BB posts record in dollar purchase spree
AKM Zamir UddinBangladesh Bank purchased a record $2.549 billion from the market between July 1 and January 23 of financial year 2012-13 with a view to curbing the depreciation of greenback against the local currency taka, said central bank officials.
According to the BB record, the central bank bought the highest amount of dollar in the first six months and 23 days of this financial year since FY 2004-2005.
It is not possible to collect the data before FY 2004-05 as the information is not available in the BB record book.
BB officials and economist said that the purchase of US dollar by the
central bank would not bring positive impact on the macro-economic situation of the country as the greenback was not being invested in the productive sector.
A BB official told New Age on Wednesday that the central bank had purchased $60 million on the day and $54 million on Tuesday.
The BB bought $496 million in January, $338 million in December
and $731 million in October of this financial year, he said.

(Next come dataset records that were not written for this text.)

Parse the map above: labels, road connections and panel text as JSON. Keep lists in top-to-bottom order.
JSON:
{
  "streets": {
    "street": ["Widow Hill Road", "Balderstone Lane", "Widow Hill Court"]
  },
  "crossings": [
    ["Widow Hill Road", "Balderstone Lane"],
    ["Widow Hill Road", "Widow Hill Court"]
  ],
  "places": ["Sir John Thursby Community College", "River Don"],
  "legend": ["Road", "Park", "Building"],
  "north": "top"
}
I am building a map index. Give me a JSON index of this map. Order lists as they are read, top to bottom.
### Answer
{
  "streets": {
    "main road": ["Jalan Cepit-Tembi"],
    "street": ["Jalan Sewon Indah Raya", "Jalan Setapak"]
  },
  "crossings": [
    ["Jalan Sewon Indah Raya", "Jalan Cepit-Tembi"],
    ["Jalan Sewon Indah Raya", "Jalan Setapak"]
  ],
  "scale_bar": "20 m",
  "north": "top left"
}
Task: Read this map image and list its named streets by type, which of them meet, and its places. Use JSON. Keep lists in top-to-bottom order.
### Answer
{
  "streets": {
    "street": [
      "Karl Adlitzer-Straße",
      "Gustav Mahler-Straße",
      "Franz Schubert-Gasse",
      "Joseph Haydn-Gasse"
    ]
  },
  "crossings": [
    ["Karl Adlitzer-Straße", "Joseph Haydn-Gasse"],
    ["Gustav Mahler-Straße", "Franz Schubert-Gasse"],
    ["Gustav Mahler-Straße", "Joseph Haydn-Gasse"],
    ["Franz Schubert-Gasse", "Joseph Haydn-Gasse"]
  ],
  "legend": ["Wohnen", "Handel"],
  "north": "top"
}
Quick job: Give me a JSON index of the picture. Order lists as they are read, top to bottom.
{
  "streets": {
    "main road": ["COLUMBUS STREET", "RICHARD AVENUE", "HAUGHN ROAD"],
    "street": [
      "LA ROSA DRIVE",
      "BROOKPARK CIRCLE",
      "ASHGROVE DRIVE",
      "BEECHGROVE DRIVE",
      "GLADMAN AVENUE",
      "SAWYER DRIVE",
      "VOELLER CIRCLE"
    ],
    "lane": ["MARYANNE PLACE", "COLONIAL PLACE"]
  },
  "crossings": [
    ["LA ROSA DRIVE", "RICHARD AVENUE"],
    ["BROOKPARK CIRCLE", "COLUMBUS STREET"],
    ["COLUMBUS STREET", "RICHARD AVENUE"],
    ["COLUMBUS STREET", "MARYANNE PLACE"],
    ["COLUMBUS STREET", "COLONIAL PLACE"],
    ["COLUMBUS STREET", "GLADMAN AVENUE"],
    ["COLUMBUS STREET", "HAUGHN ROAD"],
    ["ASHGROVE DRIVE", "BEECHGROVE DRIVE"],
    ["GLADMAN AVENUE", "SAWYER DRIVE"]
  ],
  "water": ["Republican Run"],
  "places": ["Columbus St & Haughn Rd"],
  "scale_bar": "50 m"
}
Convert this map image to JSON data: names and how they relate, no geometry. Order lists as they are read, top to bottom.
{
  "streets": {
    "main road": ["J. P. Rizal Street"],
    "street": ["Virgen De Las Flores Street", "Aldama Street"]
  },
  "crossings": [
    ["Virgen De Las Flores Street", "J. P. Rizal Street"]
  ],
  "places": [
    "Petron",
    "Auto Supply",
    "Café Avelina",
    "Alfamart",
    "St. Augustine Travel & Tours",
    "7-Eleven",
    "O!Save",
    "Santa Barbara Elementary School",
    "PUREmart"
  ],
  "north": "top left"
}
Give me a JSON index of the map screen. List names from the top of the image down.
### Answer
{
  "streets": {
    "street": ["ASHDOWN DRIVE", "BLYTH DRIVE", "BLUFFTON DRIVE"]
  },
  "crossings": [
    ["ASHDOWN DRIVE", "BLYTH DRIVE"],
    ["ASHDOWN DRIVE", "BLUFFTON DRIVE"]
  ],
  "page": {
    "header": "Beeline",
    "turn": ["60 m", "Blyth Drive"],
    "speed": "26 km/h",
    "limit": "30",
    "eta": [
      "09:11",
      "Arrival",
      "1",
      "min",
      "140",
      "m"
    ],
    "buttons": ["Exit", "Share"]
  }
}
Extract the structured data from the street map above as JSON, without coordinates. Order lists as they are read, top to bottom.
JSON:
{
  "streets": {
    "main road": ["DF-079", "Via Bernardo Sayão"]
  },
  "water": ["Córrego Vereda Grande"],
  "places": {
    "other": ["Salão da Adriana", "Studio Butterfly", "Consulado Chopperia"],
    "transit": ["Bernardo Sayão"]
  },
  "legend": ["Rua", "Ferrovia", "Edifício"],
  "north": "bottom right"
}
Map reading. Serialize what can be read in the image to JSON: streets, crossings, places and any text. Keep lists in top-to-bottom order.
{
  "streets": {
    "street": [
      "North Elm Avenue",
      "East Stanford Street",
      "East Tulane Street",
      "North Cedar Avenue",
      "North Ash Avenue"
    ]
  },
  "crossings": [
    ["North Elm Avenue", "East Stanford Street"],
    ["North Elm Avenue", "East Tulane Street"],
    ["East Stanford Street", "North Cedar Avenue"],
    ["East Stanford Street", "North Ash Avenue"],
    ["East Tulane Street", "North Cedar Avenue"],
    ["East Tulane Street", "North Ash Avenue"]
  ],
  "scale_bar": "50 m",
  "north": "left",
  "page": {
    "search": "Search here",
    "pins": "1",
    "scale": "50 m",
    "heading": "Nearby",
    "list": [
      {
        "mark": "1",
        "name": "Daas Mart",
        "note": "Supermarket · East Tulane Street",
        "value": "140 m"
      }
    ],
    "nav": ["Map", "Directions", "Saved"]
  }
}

The BB data showed that the central bank had purchased $157 million in FY 2011-12, $316.50 million in FY 2010-11 and $2,161 million in FY 2009-10.
The official said that the BB had taken the initiative to maintain an equilibrium standard rate between the dollar and the taka so that the expatriate Bangladeshis encouraged remitting more greenbacks to their relatives.
The BB data, however, showed that the greenback continued to deprecate against the taka frequently failing the central bank’s effort.
The dollar was quoted at Tk 79.38 to Tk 79.42 in the inter-bank forex market on Wednesday against Tk 79.41 to Tk 79.42 of the previous day and it was quoted Tk 79.75 to Tk 79.80 on January 1, 2013.
The BB also took the measure to purchase dollar in a bid to curb the inflationary pressure by mopping up the dollar from the market and it is providing treasury bonds and treasury bills to the scheduled banks against the dollars’ worth instead of cash liquidity, said the BB official.
He said that the foreign exchange reserve might again cross $13-billion mark at the end of this month due to a continued trend of higher remittance inflow growth and lower import.
The country received $805.37 million as remittance between January 1 and January 18, the BB data showed.
Under the circumstances, the foreign exchange reserve stood at $12.793 billion on Wednesday from $12.767 billion on Tuesday.
Another BB official said the import growth had tumbled significantly in the first five months of FY 2012-13 with a negative growth of capital machinery and industrial raw materials.
The settlement of letters of credit or import payment for capital machinery in July-November posted a negative growth of 28.02 per cent and industrial raw materials a negative 6.31 per cent compared with that of 82.90 per cent and 56.07 per cent growth in July-November in the FY 2011-2012, the BB data showed.
Bangladesh Institute of Development Studies research director Zaid Bakht told New Age that the government should take steps to develop the investment scenario of the country so that the excess dollar could be invested in the productive sector.
‘The current political turmoil and the power shortage continued to hamper the investment sector’, he said.